I started using Arccos in April 2021. At that point my handicap was 11.2. After two full years, 180 tracked rounds, and approximately 2,400 shots logged, it sits at 8.8. I want to be honest about how much of that the system caused and how much was inevitable.
Arccos works like this: small sensors (£199 for a set of 14) screw into the grip end of each club. Your phone, carried in a pocket or on a clip, detects which club you've swung via Bluetooth and logs the GPS coordinates of each shot automatically. After the round, the app reconstructs your scorecard, shows you a shot plot of every hole, and builds a statistical profile of your game over time.
The data after two years is, genuinely, revelatory. Some things I now know about my game that I did not know before: I gain approximately 0.8 strokes per round from the tee. I lose approximately 1.2 strokes per round from 50–100 yards (my short game is worse than I thought). My 7-iron is reliable.
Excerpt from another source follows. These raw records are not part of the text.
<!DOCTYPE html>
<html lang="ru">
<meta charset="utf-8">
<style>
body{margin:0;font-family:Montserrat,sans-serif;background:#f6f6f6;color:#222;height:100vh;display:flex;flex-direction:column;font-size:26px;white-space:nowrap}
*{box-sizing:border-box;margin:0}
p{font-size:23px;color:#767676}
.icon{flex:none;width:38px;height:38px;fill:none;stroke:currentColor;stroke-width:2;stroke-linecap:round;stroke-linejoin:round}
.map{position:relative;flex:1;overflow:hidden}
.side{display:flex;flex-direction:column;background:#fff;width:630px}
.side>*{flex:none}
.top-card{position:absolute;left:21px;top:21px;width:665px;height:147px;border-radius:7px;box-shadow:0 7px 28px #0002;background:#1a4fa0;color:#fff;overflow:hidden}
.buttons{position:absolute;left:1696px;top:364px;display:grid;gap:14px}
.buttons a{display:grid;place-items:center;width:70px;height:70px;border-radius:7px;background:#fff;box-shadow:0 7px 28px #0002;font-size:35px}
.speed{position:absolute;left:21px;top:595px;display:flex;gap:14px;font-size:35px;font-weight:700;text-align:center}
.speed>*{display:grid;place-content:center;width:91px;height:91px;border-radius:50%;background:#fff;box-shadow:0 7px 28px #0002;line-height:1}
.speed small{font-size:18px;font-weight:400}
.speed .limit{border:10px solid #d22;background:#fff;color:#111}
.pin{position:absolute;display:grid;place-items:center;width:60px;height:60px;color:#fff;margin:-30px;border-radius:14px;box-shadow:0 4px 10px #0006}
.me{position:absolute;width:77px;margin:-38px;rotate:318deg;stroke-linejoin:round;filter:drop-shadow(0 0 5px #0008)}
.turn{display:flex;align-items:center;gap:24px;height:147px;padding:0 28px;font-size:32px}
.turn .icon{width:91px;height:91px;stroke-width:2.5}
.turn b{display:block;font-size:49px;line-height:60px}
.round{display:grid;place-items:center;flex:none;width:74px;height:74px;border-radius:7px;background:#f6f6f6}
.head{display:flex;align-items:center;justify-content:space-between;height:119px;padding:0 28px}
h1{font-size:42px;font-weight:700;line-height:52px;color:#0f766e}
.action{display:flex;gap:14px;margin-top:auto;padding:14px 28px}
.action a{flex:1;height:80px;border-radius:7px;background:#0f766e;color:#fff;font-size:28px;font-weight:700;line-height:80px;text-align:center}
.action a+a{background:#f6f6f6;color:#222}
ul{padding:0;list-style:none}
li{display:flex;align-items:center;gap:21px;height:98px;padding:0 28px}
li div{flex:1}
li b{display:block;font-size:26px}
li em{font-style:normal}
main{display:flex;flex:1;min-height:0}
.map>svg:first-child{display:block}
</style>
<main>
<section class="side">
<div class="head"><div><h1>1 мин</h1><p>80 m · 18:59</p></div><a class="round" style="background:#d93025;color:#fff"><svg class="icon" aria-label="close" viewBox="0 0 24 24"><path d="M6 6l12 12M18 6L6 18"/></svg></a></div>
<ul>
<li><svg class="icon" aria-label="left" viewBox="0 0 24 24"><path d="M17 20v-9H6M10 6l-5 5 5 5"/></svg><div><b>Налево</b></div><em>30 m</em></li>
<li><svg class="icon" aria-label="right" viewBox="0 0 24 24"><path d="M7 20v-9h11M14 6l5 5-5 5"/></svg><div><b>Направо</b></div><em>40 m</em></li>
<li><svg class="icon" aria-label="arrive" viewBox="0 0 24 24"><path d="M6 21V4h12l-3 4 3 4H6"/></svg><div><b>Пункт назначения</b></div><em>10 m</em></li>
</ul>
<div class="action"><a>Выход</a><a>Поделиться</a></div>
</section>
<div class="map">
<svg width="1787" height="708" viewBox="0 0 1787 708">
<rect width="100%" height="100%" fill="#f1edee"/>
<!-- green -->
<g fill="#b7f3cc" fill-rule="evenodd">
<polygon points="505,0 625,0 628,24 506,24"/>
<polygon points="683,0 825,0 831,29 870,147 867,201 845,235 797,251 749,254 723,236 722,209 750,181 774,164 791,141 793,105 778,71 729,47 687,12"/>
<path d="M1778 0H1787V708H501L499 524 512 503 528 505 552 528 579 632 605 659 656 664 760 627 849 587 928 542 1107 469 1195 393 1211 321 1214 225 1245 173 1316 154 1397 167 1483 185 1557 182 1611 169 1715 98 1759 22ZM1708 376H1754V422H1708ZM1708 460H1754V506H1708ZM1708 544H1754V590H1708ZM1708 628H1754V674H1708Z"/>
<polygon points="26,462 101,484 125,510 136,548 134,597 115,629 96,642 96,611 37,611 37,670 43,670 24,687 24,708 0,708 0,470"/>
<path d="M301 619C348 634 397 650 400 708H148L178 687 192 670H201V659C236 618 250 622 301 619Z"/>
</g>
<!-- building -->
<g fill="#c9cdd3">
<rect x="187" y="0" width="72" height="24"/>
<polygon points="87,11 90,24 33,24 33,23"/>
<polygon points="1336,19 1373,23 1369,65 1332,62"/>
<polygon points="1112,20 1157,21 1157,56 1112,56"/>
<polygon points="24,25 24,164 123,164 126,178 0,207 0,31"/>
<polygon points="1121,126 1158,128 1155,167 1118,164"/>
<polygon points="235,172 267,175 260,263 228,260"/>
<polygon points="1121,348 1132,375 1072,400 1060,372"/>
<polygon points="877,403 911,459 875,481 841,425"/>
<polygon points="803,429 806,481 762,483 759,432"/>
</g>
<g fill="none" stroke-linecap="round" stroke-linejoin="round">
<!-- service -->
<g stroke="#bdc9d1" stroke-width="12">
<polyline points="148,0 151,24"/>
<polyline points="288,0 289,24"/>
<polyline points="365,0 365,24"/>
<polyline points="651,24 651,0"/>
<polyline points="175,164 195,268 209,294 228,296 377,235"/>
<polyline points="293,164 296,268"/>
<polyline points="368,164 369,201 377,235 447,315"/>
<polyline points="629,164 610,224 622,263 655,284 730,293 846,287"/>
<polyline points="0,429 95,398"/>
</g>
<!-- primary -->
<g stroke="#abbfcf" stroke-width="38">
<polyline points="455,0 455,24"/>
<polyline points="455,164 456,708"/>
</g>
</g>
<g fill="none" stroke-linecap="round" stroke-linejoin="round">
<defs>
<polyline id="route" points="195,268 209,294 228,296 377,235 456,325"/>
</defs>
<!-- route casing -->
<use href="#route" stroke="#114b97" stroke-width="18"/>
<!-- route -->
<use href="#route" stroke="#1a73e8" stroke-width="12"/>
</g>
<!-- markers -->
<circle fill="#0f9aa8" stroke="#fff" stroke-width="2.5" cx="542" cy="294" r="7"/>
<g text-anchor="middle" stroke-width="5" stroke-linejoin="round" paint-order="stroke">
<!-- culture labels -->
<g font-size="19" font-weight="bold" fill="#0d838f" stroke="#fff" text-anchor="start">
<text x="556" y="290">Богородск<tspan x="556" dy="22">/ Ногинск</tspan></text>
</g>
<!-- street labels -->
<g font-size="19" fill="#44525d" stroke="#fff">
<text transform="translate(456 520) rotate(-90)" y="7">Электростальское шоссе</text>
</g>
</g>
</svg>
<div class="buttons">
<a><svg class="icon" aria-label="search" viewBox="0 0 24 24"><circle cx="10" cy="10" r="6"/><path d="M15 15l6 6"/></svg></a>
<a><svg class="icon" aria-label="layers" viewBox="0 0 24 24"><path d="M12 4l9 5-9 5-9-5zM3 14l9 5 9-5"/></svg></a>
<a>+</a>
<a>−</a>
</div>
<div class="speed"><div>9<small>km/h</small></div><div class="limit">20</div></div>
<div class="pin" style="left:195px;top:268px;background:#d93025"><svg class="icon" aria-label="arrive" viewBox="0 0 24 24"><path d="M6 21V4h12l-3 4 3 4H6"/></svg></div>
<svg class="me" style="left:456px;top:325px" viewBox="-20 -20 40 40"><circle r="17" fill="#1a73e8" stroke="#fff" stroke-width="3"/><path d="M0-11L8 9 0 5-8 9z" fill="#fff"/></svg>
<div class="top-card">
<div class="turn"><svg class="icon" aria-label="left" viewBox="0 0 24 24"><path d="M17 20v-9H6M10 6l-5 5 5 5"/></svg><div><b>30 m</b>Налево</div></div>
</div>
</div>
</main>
My 4-iron is not (I have hit 14 greens from 170–185 yards in 180 rounds, a 19% GIR rate that would embarrass a 20-handicapper). I play significantly worse in wind, which is obvious but the data quantifies it: my scoring average in wind conditions above 15mph is 5.1 shots higher than in calm conditions.
The AI Caddie feature, which gives you club recommendations based on your personal distance data and the hazards on the hole, is genuinely useful but requires surrender of ego. It will tell you to hit 6-iron off the tee on a 350-yard par-4 if your driver is wayward enough that the expected score from a fairway 6-iron lie is better than the expected score from your driver. The first time it recommended a 6-iron off the tee at my home course I ignored it. I made bogey. It had said bogey was the expected result from my driver there. The data was right. I was wrong.
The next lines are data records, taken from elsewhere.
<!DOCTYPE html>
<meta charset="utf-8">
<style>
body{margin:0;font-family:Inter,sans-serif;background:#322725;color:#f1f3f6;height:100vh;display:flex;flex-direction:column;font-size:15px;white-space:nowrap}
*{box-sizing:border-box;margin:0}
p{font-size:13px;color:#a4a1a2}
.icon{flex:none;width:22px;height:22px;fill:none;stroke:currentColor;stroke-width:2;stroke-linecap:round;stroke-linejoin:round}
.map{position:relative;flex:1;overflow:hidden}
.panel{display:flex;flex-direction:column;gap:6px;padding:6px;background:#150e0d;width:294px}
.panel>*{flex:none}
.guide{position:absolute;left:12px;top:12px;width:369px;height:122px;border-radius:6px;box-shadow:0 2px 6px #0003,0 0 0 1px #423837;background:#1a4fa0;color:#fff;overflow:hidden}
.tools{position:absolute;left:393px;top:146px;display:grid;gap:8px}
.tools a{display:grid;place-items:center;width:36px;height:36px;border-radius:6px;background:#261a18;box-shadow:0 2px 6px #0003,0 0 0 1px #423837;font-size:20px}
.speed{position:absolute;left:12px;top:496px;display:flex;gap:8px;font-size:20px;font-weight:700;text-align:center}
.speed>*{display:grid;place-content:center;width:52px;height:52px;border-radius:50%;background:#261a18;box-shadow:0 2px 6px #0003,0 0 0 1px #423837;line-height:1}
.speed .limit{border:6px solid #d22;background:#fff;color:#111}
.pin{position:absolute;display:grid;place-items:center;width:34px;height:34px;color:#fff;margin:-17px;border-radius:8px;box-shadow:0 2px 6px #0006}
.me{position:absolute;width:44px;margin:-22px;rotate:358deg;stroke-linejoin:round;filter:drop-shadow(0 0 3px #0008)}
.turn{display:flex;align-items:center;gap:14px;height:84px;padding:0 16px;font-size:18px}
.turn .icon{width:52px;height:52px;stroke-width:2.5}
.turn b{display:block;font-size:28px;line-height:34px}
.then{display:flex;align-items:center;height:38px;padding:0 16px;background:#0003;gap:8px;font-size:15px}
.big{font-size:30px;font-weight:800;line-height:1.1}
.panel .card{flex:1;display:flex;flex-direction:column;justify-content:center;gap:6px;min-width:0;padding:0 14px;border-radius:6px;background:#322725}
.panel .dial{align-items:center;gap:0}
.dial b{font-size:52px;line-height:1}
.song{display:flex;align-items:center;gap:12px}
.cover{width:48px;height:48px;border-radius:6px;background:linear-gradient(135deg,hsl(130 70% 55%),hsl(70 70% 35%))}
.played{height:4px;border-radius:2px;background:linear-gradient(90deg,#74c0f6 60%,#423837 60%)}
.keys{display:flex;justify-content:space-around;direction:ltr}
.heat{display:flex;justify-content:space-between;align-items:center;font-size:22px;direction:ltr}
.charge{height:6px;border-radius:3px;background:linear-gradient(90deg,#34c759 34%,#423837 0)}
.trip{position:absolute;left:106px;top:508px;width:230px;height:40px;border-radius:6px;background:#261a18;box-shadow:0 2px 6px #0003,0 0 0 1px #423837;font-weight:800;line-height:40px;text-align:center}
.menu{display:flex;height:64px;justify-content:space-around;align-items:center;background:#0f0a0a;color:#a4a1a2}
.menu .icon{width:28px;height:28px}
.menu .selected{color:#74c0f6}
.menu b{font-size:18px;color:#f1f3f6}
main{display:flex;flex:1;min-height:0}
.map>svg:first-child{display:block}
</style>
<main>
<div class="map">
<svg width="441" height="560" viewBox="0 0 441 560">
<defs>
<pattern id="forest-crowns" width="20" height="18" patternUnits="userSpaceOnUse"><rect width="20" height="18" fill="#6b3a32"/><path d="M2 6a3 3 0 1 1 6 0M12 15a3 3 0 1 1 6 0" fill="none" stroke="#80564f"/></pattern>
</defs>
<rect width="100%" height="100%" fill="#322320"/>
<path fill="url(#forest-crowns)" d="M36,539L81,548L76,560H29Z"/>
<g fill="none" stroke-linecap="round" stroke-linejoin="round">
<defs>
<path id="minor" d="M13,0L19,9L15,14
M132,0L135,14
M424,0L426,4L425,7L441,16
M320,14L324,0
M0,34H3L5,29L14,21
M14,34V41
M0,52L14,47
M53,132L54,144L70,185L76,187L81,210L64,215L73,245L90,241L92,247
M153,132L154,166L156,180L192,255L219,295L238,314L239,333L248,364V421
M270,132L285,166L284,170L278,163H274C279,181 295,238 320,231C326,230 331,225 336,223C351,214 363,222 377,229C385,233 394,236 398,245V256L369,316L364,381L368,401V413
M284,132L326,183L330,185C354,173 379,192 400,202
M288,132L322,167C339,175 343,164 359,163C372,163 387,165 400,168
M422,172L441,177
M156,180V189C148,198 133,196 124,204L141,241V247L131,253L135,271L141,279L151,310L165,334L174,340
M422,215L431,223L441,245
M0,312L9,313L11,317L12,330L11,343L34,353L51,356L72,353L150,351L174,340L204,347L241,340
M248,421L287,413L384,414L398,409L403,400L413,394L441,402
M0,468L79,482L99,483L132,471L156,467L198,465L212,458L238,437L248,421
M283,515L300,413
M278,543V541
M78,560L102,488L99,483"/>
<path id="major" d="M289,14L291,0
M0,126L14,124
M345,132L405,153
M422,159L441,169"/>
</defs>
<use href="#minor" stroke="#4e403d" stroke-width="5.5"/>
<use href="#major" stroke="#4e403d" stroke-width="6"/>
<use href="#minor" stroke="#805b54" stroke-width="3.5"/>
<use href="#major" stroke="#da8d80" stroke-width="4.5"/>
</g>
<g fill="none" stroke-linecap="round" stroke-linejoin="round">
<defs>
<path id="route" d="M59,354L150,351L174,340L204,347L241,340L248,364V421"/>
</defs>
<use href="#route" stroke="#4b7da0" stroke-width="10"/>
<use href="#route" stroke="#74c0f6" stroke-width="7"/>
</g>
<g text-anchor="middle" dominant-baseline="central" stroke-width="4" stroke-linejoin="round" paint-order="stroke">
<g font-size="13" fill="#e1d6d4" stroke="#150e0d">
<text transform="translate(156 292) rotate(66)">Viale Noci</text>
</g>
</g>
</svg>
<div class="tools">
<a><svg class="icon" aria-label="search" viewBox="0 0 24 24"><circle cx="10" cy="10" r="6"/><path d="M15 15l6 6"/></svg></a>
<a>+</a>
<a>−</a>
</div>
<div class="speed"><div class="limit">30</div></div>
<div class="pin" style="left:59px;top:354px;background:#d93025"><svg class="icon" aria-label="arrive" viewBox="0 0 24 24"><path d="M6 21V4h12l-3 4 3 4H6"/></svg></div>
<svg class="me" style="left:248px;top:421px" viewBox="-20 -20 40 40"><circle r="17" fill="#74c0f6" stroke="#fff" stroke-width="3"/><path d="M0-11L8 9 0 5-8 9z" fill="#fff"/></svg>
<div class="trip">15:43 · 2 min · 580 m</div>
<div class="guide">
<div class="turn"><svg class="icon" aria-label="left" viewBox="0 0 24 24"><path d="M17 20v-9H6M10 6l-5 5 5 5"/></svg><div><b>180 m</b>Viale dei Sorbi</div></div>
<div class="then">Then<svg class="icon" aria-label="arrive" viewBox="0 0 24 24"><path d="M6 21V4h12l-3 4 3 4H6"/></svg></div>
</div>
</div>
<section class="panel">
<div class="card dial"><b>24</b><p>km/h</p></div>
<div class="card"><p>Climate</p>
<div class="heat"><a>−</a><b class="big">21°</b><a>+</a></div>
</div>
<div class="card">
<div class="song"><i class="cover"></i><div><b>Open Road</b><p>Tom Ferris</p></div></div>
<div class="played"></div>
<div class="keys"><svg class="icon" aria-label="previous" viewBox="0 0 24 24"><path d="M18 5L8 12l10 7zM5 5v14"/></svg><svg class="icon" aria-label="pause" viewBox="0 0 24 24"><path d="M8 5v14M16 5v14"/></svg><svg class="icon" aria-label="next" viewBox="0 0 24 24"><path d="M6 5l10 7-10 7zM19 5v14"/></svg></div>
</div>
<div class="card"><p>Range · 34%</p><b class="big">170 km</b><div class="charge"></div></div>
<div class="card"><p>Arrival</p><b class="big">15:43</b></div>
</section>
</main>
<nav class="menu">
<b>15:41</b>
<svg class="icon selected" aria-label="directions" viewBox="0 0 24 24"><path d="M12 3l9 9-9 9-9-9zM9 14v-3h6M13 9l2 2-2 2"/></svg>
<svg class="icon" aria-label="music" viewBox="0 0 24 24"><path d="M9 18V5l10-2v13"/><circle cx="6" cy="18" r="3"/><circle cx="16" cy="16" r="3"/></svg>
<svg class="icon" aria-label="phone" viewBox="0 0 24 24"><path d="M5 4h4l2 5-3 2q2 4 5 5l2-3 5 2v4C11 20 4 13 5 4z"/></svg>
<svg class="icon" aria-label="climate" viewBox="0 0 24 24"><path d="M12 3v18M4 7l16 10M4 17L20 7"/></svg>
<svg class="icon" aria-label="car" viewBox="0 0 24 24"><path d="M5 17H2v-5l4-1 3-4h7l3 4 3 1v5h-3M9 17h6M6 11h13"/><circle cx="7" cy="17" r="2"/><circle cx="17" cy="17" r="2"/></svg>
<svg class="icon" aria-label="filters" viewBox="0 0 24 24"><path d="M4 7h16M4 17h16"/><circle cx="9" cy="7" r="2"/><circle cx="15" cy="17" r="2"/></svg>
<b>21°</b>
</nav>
The weaknesses: the automatic shot detection, while impressively accurate, occasionally logs a practice swing or misses a shot (typically a short chip where the swing is too small for the sensor to reliably detect). Over time this introduces small inaccuracies into the stats — perhaps 3–5% error across a season. For a professional's analysis, this would be unacceptable. For an amateur trying to understand patterns, it is perfectly adequate.
Subscription cost: £99 per year after the first year (included with sensor purchase). This feels like the right price for what you get — it is approximately what you'd spend on a single round at a premium course.
My honest assessment: Arccos improved my game not primarily by giving me club recommendations, but by forcing me to confront data about my game that ego had previously obscured. I genuinely believed my short game was my strength. The data said otherwise. Addressing the short game is why the handicap dropped. Arccos didn't hit the shots. But it showed me which shots to work on.
Who should buy it: any golfer between 5 and 20 handicap who wants to understand their game properly. If you're below 5, the margins the system provides are probably insufficient for what you need. If you're above 20, the fundamentals of ball striking are likely more useful than statistical analysis.